◆ **TASK DETAILS**: Set down exactly the entries below, beginning at their first line and ending at the line with "position:absolute; translate:-50% -50px;".
DATA FOR ANALYSIS: Begin
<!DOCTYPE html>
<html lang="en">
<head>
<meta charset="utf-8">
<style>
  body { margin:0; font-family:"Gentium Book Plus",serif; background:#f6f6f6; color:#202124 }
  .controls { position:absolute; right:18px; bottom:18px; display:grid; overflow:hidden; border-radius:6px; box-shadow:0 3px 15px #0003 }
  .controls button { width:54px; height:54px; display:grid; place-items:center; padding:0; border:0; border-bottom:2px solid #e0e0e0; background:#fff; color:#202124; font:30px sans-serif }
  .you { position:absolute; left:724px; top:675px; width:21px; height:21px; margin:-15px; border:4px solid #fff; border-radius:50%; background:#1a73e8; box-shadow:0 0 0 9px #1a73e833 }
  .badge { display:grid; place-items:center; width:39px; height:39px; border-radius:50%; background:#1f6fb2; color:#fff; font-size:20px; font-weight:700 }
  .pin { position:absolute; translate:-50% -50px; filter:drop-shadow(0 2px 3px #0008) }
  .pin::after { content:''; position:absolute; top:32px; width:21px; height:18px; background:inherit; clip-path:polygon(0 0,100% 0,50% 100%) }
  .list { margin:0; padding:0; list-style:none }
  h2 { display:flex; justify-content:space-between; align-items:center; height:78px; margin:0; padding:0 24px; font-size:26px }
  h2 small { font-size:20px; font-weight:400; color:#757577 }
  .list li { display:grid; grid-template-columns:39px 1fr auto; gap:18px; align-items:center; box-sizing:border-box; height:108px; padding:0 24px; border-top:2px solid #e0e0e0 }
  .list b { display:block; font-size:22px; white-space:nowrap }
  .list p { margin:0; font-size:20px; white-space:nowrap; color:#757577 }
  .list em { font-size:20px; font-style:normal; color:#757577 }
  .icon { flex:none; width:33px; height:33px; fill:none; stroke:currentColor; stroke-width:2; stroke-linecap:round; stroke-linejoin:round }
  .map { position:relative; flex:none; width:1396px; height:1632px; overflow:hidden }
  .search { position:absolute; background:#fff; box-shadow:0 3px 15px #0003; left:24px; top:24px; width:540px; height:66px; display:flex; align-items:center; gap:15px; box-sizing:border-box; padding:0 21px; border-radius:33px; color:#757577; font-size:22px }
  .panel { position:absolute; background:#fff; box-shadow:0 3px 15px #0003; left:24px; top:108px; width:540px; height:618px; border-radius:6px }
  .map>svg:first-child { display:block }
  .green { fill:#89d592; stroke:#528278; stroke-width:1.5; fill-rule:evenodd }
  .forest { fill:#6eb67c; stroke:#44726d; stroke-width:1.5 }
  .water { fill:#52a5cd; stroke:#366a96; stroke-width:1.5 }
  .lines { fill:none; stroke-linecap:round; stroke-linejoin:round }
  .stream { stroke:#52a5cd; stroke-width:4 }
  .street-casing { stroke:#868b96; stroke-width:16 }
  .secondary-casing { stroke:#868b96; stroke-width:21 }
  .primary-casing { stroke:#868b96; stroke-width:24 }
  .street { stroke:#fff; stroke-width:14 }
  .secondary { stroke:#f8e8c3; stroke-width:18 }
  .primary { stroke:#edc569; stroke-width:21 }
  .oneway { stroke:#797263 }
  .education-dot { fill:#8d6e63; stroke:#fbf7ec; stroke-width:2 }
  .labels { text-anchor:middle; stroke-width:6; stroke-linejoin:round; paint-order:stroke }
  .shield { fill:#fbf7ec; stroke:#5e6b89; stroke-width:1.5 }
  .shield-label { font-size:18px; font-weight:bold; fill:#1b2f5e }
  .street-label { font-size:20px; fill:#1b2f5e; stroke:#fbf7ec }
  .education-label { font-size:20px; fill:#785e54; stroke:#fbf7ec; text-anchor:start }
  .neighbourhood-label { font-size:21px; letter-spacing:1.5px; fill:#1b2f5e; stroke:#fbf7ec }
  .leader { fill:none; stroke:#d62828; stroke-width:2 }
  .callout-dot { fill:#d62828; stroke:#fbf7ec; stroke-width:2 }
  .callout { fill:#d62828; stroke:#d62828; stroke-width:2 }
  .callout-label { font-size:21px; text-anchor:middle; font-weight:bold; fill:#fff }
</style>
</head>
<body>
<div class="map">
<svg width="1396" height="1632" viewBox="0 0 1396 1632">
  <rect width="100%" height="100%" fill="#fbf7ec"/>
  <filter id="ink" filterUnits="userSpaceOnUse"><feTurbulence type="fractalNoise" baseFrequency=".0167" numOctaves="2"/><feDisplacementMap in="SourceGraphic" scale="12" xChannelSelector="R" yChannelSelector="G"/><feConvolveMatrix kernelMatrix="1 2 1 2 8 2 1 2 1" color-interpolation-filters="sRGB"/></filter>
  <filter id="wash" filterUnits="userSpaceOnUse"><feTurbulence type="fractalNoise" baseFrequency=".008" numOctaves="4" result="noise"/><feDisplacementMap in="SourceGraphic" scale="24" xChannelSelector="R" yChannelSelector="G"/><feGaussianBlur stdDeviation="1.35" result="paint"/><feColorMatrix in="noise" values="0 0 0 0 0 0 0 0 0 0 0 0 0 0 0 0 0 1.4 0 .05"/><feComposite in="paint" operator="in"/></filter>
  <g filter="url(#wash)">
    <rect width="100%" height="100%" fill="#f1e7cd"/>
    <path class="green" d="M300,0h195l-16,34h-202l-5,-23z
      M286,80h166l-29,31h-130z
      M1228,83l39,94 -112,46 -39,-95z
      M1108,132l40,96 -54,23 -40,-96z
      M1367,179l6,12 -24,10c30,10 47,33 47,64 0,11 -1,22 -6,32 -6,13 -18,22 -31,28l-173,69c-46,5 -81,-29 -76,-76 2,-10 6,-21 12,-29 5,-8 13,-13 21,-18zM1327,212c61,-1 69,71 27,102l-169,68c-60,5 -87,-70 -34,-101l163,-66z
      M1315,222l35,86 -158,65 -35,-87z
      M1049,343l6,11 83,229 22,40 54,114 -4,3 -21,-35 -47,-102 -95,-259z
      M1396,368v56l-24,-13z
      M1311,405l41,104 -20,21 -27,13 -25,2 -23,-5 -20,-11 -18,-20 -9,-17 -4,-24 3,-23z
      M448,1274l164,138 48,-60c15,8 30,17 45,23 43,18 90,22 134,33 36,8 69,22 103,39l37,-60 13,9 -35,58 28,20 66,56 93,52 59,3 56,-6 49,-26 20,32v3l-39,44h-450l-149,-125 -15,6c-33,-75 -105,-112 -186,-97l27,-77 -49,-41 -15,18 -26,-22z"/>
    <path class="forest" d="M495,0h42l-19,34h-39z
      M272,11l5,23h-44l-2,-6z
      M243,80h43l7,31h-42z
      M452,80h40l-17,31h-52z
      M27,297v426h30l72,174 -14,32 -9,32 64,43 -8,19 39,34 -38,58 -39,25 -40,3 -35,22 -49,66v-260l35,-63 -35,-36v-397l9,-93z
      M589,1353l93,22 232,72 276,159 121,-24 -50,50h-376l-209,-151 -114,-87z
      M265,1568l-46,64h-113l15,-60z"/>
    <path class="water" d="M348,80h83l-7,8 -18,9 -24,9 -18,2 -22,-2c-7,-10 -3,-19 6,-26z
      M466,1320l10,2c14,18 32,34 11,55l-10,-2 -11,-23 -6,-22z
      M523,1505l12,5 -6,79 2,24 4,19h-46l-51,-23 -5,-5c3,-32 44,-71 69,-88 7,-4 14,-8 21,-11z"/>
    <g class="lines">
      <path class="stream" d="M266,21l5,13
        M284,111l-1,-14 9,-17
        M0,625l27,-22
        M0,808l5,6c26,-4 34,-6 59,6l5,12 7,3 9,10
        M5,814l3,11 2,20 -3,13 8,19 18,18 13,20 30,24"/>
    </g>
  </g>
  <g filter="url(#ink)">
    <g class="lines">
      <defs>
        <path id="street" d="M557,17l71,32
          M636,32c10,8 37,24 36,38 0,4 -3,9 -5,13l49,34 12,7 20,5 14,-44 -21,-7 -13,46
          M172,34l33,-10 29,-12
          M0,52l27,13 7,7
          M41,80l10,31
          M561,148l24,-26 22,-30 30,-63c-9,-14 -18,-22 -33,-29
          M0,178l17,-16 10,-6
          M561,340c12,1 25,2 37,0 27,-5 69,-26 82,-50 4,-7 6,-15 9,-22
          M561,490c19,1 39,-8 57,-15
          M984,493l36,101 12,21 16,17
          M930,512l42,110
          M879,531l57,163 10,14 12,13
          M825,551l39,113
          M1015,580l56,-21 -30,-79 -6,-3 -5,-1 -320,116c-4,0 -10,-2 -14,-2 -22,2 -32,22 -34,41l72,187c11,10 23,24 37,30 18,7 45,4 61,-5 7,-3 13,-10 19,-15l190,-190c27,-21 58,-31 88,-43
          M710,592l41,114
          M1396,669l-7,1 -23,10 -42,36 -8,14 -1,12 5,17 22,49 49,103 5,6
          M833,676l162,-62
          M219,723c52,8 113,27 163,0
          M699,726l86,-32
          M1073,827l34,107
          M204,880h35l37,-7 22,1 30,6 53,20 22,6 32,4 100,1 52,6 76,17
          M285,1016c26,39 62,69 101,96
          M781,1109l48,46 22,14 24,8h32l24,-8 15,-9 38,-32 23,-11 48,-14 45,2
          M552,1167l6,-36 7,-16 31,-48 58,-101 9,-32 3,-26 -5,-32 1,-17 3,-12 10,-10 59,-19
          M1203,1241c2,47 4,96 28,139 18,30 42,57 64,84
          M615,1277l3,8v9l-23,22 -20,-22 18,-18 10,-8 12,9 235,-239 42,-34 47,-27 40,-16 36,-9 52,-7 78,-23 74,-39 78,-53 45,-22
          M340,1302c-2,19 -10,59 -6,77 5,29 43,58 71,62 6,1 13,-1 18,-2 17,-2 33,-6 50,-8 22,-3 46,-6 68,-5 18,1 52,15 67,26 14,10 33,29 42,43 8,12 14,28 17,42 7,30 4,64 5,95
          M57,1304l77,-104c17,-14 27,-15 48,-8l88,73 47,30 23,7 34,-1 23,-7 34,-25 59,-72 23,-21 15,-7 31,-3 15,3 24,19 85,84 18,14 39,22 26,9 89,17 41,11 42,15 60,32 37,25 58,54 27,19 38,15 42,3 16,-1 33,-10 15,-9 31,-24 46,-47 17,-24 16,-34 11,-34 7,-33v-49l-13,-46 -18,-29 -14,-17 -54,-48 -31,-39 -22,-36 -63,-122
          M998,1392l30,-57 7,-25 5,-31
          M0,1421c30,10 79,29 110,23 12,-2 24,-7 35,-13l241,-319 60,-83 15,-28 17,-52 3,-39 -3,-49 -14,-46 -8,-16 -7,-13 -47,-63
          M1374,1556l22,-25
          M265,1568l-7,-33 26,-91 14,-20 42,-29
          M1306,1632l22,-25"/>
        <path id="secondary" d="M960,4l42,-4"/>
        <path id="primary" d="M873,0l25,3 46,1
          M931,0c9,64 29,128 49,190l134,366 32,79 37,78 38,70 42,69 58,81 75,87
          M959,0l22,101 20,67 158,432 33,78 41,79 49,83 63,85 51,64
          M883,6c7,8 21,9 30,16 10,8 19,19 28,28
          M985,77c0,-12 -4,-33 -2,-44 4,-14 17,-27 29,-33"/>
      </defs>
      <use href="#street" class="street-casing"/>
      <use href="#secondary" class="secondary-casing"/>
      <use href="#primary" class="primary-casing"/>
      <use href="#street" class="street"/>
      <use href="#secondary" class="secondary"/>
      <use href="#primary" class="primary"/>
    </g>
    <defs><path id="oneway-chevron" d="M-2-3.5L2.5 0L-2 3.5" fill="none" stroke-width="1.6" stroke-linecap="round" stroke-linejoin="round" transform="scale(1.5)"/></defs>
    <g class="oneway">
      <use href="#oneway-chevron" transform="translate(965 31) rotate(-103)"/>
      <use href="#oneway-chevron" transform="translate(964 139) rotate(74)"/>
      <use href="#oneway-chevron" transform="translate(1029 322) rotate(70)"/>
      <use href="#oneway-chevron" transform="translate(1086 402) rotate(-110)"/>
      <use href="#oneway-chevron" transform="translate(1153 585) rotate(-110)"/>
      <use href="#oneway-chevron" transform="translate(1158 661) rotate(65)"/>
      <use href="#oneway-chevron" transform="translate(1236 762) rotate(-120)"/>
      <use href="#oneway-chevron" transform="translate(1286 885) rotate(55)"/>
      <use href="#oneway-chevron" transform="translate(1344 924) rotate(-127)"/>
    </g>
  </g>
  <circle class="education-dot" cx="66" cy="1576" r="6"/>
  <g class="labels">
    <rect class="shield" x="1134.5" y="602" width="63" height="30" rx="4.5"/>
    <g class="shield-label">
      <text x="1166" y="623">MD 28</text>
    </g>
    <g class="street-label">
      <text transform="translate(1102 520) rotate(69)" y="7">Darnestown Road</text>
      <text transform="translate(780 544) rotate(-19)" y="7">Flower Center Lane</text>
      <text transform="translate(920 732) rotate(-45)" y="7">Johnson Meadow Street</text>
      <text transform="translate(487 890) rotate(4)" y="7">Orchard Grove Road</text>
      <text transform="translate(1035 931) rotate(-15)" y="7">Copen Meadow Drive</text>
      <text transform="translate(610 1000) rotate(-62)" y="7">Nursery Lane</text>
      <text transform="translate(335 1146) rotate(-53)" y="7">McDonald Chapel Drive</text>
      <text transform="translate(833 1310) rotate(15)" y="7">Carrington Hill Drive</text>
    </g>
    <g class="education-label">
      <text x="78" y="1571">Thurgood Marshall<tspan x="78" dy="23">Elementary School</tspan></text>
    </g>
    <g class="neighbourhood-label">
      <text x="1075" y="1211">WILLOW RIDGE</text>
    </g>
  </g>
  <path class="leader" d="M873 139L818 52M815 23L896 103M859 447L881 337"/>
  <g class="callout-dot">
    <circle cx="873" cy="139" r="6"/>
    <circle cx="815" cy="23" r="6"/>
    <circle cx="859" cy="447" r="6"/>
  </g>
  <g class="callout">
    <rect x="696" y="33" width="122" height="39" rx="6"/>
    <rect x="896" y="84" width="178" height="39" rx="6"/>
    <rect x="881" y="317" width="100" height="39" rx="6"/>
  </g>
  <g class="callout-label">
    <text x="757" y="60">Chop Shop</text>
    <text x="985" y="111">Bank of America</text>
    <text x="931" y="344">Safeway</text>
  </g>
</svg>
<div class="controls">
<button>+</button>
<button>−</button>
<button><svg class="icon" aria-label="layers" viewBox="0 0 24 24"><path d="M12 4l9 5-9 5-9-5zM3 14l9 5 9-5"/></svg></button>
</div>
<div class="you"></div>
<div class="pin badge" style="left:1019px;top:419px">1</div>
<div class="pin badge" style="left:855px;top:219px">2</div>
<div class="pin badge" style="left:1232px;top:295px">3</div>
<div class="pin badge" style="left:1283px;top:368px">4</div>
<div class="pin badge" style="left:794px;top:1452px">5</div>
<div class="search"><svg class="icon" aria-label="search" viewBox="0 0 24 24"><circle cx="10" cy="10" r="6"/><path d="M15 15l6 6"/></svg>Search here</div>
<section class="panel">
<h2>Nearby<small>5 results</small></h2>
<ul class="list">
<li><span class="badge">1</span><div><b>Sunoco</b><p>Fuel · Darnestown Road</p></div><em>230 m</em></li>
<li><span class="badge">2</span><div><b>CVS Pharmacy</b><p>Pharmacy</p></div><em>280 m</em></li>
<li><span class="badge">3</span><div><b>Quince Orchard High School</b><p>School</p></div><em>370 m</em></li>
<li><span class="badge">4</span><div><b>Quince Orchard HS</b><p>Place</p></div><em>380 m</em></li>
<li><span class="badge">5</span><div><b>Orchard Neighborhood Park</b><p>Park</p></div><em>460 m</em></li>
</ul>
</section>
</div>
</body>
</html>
DATA FOR ANALYSIS: End
◆ **OUTPUT**:
<!DOCTYPE html>
<html lang="en">
<head>
<meta charset="utf-8">
<style>
  body { margin:0; font-family:"Gentium Book Plus",serif; background:#f6f6f6; color:#202124 }
  .controls { position:absolute; right:18px; bottom:18px; display:grid; overflow:hidden; border-radius:6px; box-shadow:0 3px 15px #0003 }
  .controls button { width:54px; height:54px; display:grid; place-items:center; padding:0; border:0; border-bottom:2px solid #e0e0e0; background:#fff; color:#202124; font:30px sans-serif }
  .you { position:absolute; left:724px; top:675px; width:21px; height:21px; margin:-15px; border:4px solid #fff; border-radius:50%; background:#1a73e8; box-shadow:0 0 0 9px #1a73e833 }
  .badge { display:grid; place-items:center; width:39px; height:39px; border-radius:50%; background:#1f6fb2; color:#fff; font-size:20px; font-weight:700 }
  .pin { position:absolute; translate:-50% -50px; filter:drop-shadow(0 2px 3px #0008) }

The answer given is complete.